**What to do**. Copy, from the material below, every line in which the word "names" can be found.

**Material supplied**.

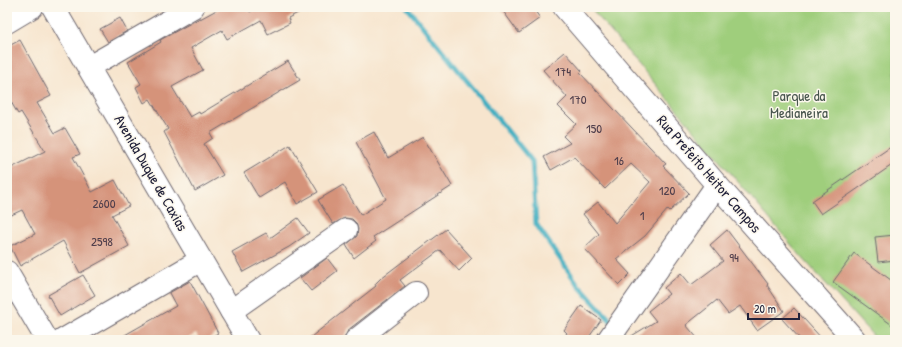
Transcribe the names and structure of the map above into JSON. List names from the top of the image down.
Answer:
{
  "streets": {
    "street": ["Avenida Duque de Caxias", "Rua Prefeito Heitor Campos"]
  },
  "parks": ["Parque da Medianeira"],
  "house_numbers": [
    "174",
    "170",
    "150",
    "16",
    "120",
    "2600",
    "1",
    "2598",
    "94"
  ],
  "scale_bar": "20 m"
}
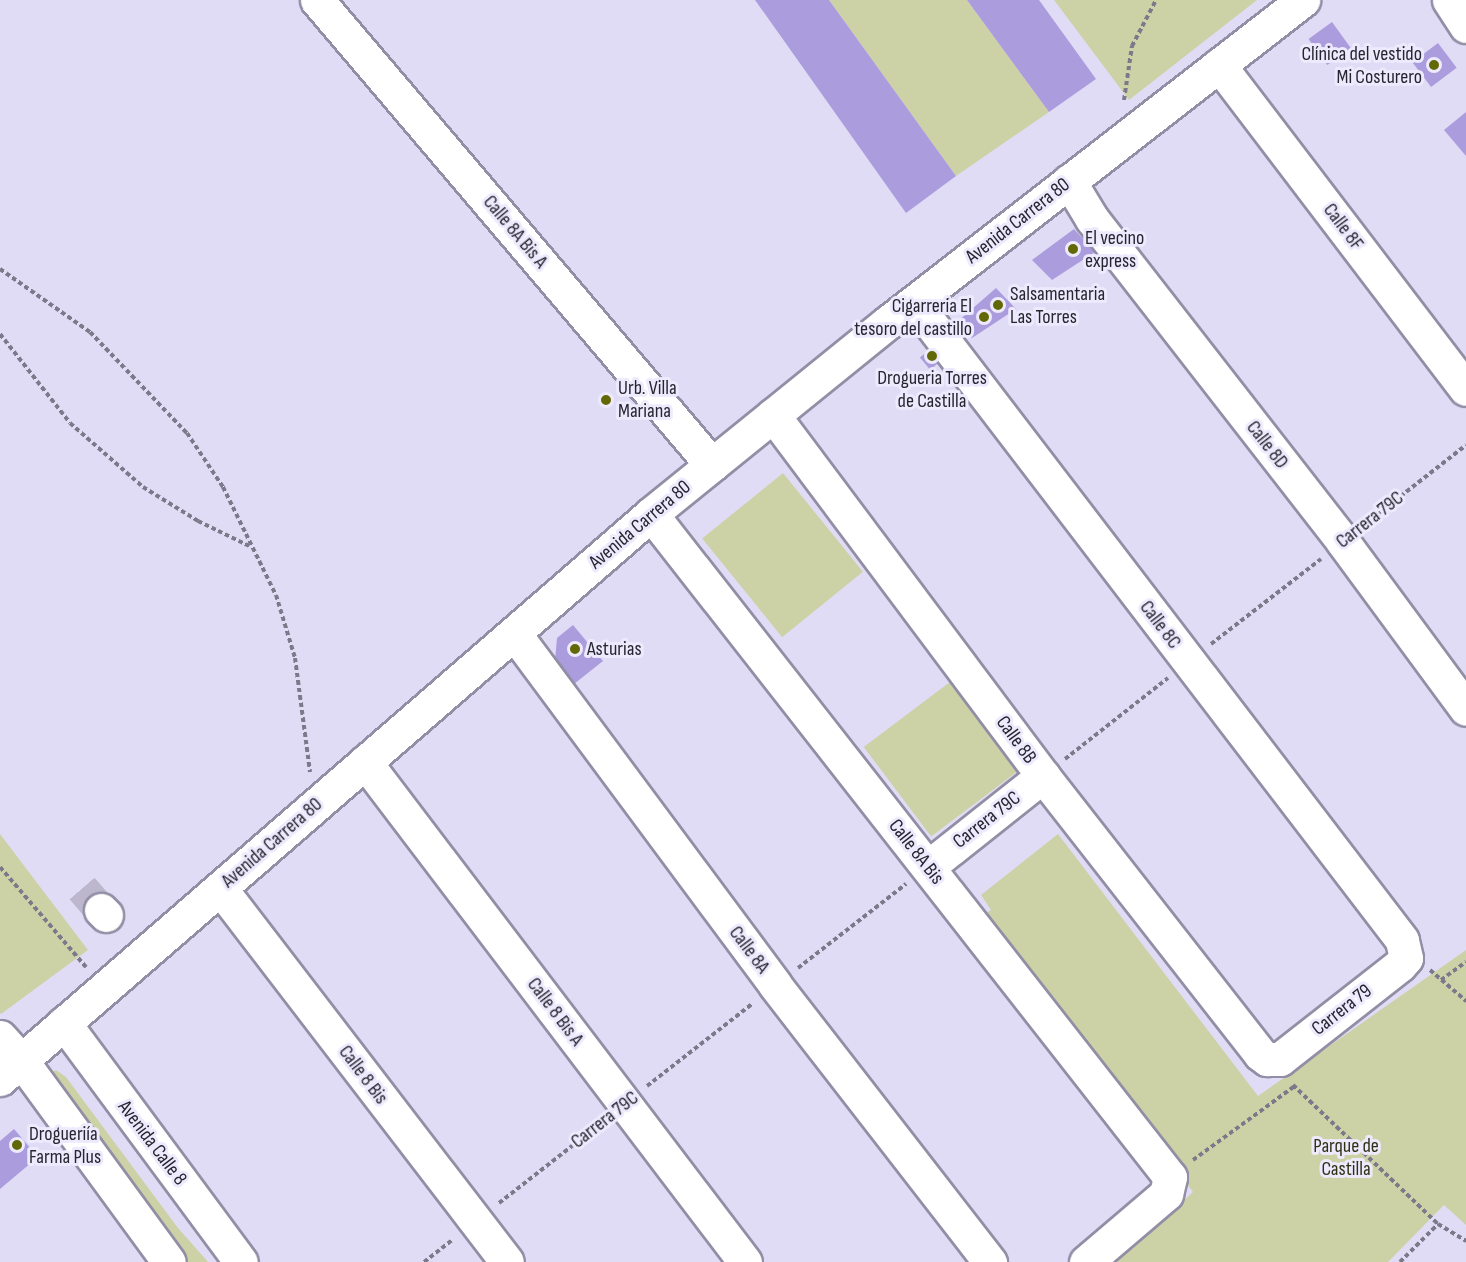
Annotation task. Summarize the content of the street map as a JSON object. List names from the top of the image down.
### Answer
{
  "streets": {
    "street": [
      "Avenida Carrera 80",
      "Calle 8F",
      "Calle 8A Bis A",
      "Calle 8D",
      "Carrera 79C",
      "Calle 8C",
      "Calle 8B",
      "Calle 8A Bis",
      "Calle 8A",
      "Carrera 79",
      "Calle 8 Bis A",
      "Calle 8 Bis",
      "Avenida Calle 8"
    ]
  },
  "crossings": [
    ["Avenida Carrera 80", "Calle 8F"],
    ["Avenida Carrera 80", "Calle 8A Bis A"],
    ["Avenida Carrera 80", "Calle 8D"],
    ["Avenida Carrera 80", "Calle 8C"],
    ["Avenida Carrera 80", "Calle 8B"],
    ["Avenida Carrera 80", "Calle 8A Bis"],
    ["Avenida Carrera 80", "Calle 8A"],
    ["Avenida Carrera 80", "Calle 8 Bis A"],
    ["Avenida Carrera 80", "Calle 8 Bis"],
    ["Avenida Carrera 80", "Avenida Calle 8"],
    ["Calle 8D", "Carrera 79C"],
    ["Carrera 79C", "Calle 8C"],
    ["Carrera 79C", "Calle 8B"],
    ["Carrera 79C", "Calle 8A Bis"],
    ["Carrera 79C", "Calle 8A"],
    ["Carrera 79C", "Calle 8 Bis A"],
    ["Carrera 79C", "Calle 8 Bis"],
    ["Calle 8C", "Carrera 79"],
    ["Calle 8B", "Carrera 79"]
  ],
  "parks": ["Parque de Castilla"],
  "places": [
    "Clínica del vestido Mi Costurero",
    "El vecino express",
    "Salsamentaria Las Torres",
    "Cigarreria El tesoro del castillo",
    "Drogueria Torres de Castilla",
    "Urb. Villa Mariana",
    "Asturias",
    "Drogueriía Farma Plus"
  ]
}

**Answer section**.
Transcribe the names and structure of the map above into JSON. List names from the top of the image down.
Annotation task. Summarize the content of the street map as a JSON object. List names from the top of the image down.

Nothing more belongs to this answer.